Titanium nickel copper shape memory alloy, composed of a memory alloy with an atomic percentage of 48% to 55% titanium, 35% to 47% nickel, and 5% to 10% copper. The addition of copper to the titanium nickel alloy narrows the temperature difference between the martensite transformation point Ms and the inverse martensite transformation point As, reducing the phase transformation lag to as low as 4°C, known as "narrow phase transformation lag shape memory alloy." 

Nickel-titanium shape memory materials are a special type of material that combines sensing and actuation, and nickel-titanium shape memory alloys are a crucial part of these materials. Nickel-titanium shape memory alloys refer to a class of alloys that, in a certain initial state, undergo low-temperature plastic deformation to become another shape, and then, upon heating or other means to increase their temperature, return to their original shape.

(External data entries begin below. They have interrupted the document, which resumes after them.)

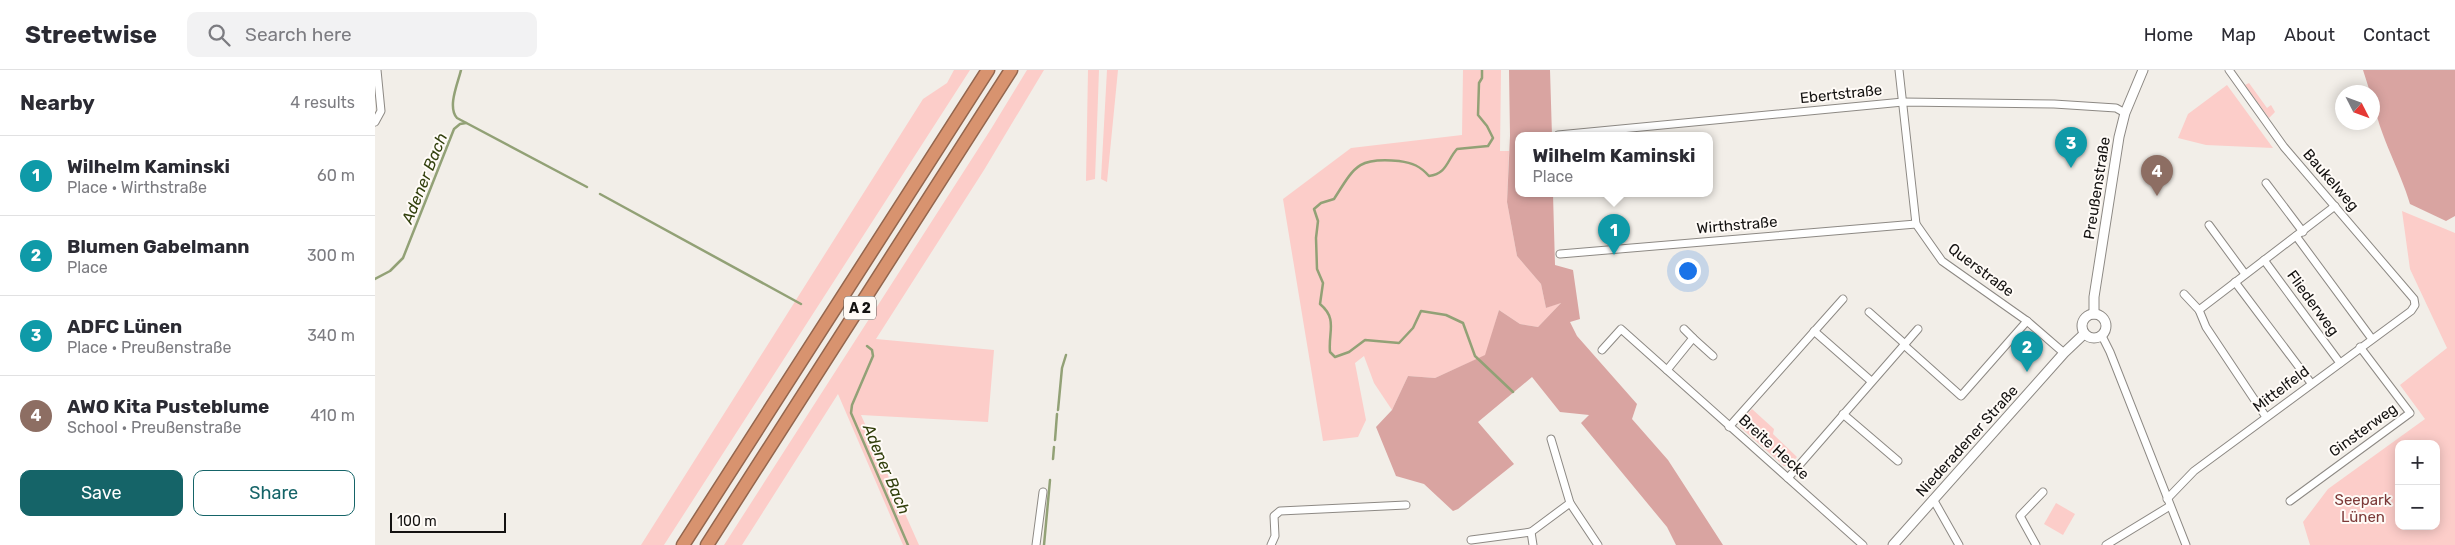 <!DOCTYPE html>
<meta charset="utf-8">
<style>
:root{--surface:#fff;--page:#f2f2f3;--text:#2b2b33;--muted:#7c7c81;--line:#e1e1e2;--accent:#156468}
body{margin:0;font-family:Rubik,sans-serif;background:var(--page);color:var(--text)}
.controls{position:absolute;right:15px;bottom:15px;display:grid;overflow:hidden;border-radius:10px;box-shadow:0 2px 12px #0003}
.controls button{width:45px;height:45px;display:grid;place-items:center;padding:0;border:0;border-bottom:1px solid var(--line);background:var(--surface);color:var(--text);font:25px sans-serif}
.compass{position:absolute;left:1960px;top:15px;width:45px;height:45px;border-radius:50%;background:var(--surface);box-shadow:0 2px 12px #0003;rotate:132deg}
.scale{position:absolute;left:15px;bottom:12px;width:116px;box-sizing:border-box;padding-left:5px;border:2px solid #141211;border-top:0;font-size:14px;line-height:18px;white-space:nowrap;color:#141211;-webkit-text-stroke:4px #fffbf7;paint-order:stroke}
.you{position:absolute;left:1312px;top:200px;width:18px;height:18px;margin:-12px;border:4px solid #fff;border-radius:50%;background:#1a73e8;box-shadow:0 0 0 8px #1a73e833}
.badge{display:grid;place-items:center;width:32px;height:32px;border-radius:50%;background:var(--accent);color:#fff;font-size:16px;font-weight:700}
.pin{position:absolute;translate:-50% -41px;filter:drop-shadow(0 1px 2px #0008)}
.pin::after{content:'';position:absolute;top:26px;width:18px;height:15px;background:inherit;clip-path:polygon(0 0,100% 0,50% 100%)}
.popup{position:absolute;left:1140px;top:62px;width:198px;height:65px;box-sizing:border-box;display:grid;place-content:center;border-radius:10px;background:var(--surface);filter:drop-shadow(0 1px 4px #0005);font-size:16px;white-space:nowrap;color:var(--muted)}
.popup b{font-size:19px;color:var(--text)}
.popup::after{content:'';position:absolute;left:50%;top:100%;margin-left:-10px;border:10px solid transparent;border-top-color:var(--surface)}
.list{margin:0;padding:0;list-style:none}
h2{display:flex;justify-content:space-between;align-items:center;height:65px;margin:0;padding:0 20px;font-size:21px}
h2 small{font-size:16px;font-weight:400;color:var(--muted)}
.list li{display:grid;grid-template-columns:32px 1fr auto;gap:15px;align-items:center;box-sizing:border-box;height:80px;padding:0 20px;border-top:1px solid var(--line)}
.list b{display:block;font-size:19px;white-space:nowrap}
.list p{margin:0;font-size:16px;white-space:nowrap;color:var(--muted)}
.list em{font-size:16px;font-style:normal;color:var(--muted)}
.actions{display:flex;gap:10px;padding:15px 20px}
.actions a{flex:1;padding:11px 0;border:1px solid var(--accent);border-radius:10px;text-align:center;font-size:18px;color:var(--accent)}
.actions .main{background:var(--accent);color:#fff}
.icon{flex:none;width:28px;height:28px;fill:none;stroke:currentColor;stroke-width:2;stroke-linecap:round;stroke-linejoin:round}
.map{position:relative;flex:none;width:2080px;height:475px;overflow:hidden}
header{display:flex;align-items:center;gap:30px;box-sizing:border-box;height:70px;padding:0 25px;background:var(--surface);border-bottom:1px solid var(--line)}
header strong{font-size:24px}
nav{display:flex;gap:28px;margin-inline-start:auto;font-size:18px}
.search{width:350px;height:45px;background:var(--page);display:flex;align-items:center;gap:12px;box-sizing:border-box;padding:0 18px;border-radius:10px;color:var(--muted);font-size:19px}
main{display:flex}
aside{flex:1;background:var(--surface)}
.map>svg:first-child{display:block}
.green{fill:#fccdc9;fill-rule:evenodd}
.forest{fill:#d9a4a1}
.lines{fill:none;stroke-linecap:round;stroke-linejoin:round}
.stream{stroke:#92a176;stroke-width:2.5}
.minor-casing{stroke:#8d8984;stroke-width:9}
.tertiary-casing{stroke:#8d8984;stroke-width:11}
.motorway-casing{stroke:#93664e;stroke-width:15}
.minor{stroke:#fff;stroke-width:7}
.tertiary{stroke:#fff;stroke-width:9}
.motorway{stroke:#d8936f;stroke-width:12}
.labels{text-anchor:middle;stroke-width:4;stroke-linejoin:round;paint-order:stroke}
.shield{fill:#fffbf7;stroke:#5a5856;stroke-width:1}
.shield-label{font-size:14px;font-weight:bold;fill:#141211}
.street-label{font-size:15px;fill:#141211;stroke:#fffbf7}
.park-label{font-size:15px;fill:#7d3b39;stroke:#fffbf7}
.water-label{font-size:16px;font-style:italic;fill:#313f0c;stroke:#fffbf7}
</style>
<header>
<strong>Streetwise</strong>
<div class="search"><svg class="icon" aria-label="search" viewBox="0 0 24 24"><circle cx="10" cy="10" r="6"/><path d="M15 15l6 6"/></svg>Search here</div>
<nav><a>Home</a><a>Map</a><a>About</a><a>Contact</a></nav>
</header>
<main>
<aside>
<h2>Nearby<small>4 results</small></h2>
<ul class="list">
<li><span class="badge" style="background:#0f9aa8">1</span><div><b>Wilhelm Kaminski</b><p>Place · Wirthstraße</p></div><em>60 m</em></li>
<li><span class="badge" style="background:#0f9aa8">2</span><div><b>Blumen Gabelmann</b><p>Place</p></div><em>300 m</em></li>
<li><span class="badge" style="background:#0f9aa8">3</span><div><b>ADFC Lünen</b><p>Place · Preußenstraße</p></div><em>340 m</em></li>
<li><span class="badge" style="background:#8d6e63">4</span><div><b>AWO Kita Pusteblume</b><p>School · Preußenstraße</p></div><em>410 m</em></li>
</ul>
<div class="actions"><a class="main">Save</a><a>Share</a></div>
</aside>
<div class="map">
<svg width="2080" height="475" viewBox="0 0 2080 475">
<rect width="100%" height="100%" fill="#f2eee8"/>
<g class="green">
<path d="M579,0H595L289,475H266L548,29L572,13Z"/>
<path d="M652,0H669L609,100L501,269L619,280L613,352L486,345L544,475H528L463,324L367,475H349L616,59Z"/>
<path d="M713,0H724L720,109L711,111Z"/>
<path d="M732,0H743L732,112L726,109Z"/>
<path d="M1088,0H1126L1125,81H1134L1132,132L1142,186L1166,214L1171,238L1187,232L1163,257L1145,254L1124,240L1111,285L1060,308L1033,306L1017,340L999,313L989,286L980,293L991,350L983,367L948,371L908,129L976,78L1087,65Z"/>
<path d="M1874,13L1892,38L1896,35L1900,42L1894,48L1870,15Z"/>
<path d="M1852,15L1898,78L1831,75L1803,68L1813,44Z"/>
<path d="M2027,141L2080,163V475H1935L1928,452L1953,419L2050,349L2025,315L2072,278L2035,199ZM2024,374H2061V456H2024Z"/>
<path d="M1377,339L1399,359L1398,364L1422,387L1414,396H1409L1365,357V351Z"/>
<path d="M1681,433L1700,444L1688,465L1669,454Z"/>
</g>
<g class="forest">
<path d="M1134,0H1175L1177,66H1144V124H1178L1180,195L1198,200L1205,249L1195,252L1202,266L1262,334L1257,349L1293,390L1348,475H1301L1292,457L1206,353L1214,345L1185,342L1157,307L1103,352L1139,394L1083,439L1078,441L1049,414L1021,406L1001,357L1017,340L1033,306L1060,308L1110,285L1124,240L1145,254L1163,257L1186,233L1171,238L1166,214L1142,186L1132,132L1135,66Z"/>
<path d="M1988,0H2080V146L2071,151L2035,134C2026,101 1998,54 1998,22H1995Z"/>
</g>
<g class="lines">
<g class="stream">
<path d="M86,0C83,13 72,37 82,48L212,117"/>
<path d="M1107,0V8L1104,13L1103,45L1112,56L1118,68L1113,76L1082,79C1072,90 1072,104 1054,106C1045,96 1038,93 1024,91C983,87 980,96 959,129L946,133L939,139L943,151L941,168L942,199L948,213L945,234C963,249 953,262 955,282L960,287L974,282L990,270L1024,273L1038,258L1046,241L1071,245L1088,253L1100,286L1138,322"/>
<path d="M225,124L426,234"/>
<path d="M0,209L15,201L28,188L79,59L85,54L91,53"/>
<path d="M492,276L497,280L498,286L477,335L476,343L533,475"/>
<path d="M683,340L687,298L691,285"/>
<path d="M680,370L682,344"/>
<path d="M678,389L679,377"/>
<path d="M669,475L675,410"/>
</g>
<g class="minor-casing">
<g id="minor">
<path d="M1524,0L1541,154L1567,191L1652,251L1689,283"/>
<path d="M0,52L6,41L2,0"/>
<path d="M1183,65L1528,32L1679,34L1741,38L1750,43"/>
<path d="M1891,113L1928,162"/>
<path d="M1834,155L1870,204"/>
<path d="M1921,166L1997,269"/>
<path d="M1185,184L1541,154"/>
<path d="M1889,190L1965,293"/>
<path d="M1860,212L1936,313"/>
<path d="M1809,224L1824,240L1831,257L1891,347"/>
<path d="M1824,240L1960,136"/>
<path d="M1494,242L1530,274"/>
<path d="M1439,261L1496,311"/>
<path d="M1727,266L1735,282L1811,475"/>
<path d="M1318,268L1338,286"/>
<path d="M1529,275L1586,326L1652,251"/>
<path d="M1227,280L1246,259L1488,475"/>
<path d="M1292,300L1318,268L1309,259"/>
<path d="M1468,344L1523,391"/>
<path d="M1354,357L1468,229"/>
<path d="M1413,408L1543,259"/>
<path d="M1558,429L1584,475"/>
<path d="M1792,429L1819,401L2036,241L2040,235L2039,229L1909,77L1854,0"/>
<path d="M1915,431L2035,343L1985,277"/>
<path d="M1195,433L1223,475"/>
<path d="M1156,462L1158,475"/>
<path d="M1096,470L1156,462L1195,433L1176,369"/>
<path d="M661,475L668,422"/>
<path d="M896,475L900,466L899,446L905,441L1031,435"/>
<path d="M1661,475L1645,446L1668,422"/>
<path d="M1731,475L1795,436"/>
</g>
</g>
<g class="tertiary-casing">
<g id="tertiary">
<circle cx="1719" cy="256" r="12"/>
<path d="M1719,244V227L1744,67L1750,43L1768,0"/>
<path d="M1518,475L1689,283L1709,264"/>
</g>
</g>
<g class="motorway-casing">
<g id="motorway">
<path d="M308,475L613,0"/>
<path d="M332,475L636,0"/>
</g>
</g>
<use href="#minor" class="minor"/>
<use href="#tertiary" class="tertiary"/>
<use href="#motorway" class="motorway"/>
</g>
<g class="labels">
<rect class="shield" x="469" y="226.5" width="32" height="23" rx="4"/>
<g class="shield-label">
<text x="485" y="243">A 2</text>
</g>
<g class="street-label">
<text transform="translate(1466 24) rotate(-6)" y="5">Ebertstraße</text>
<text transform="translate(1956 110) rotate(49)" y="5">Baukelweg</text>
<text transform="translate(1722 118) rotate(-81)" y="5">Preußenstraße</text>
<text transform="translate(1362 155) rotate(-5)" y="5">Wirthstraße</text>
<text transform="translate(1606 200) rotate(37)" y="5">Querstraße</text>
<text transform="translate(1938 233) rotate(54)" y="5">Fliederweg</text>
<text transform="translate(1906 319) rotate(-37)" y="5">Mittelfeld</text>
<text transform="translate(1988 360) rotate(-36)" y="5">Ginsterweg</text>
<text transform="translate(1592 371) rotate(-48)" y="5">Niederadener Straße</text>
<text transform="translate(1399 377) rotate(42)" y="5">Breite Hecke</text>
</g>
<g class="park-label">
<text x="1988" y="435">Seepark<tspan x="1988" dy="17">Lünen</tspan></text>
</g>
<g class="water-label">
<text transform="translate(49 108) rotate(-68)" y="6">Adener Bach</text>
<text transform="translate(512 399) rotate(67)" y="6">Adener Bach</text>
</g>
</g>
</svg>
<div class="controls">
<button>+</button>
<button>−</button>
</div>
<svg class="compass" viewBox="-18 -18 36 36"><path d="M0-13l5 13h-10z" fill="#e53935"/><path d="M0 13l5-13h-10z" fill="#7c7c81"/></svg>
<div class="scale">100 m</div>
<div class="you"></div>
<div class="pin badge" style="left:1239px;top:185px;background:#0f9aa8">1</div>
<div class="popup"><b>Wilhelm Kaminski</b>Place</div>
<div class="pin badge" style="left:1652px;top:302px;background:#0f9aa8">2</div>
<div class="pin badge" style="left:1696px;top:98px;background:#0f9aa8">3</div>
<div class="pin badge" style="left:1782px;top:126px;background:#8d6e63">4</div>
</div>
</main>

　Section 1: Characteristics of Nickel-Titanium Shape Memory Alloys

Shape Memory Properties

Nickel-titanium shape-memory alloys automatically return to their original shape after a certain heat treatment, which is the shape-memory characteristic of these alloys. Shape-memory can be categorized into one-way, two-way, and full-range shape-memory, depending on the extent of recovery.

(II) Super Elasticity

Nickel-titanium shape-memory alloys deform under external forces but return to their original shape once the force is removed, showcasing their superelastic characteristic. After experiencing superelastic deformation, nickel-titanium shape-memory alloys undergo a martensitic phase transformation, and removing the external force leads to the reverse martensitic phase transformation.

(Damping)

Nickel-titanium shape-memory alloys, due to their self-adjustment during phase transformation and the interfaces and movements generated during the phase change, exhibit excellent damping properties.

(4) Resistive

Martensitic nickel-titanium shape memory alloys exhibit a linear relationship between resistance and strain during the deformation process. After phase transformation occurs, the slope of the curve decreases accordingly, yet maintains a linear relationship before and after the martensitic phase.

　Section 2: The Function of Nickel-Titanium Shape Memory Alloys

Nickel-titanium shape memory alloys, in addition to their unique shape memory properties, offer superior elasticity, wear resistance, and corrosion resistance. As a result, they are widely used across various fields.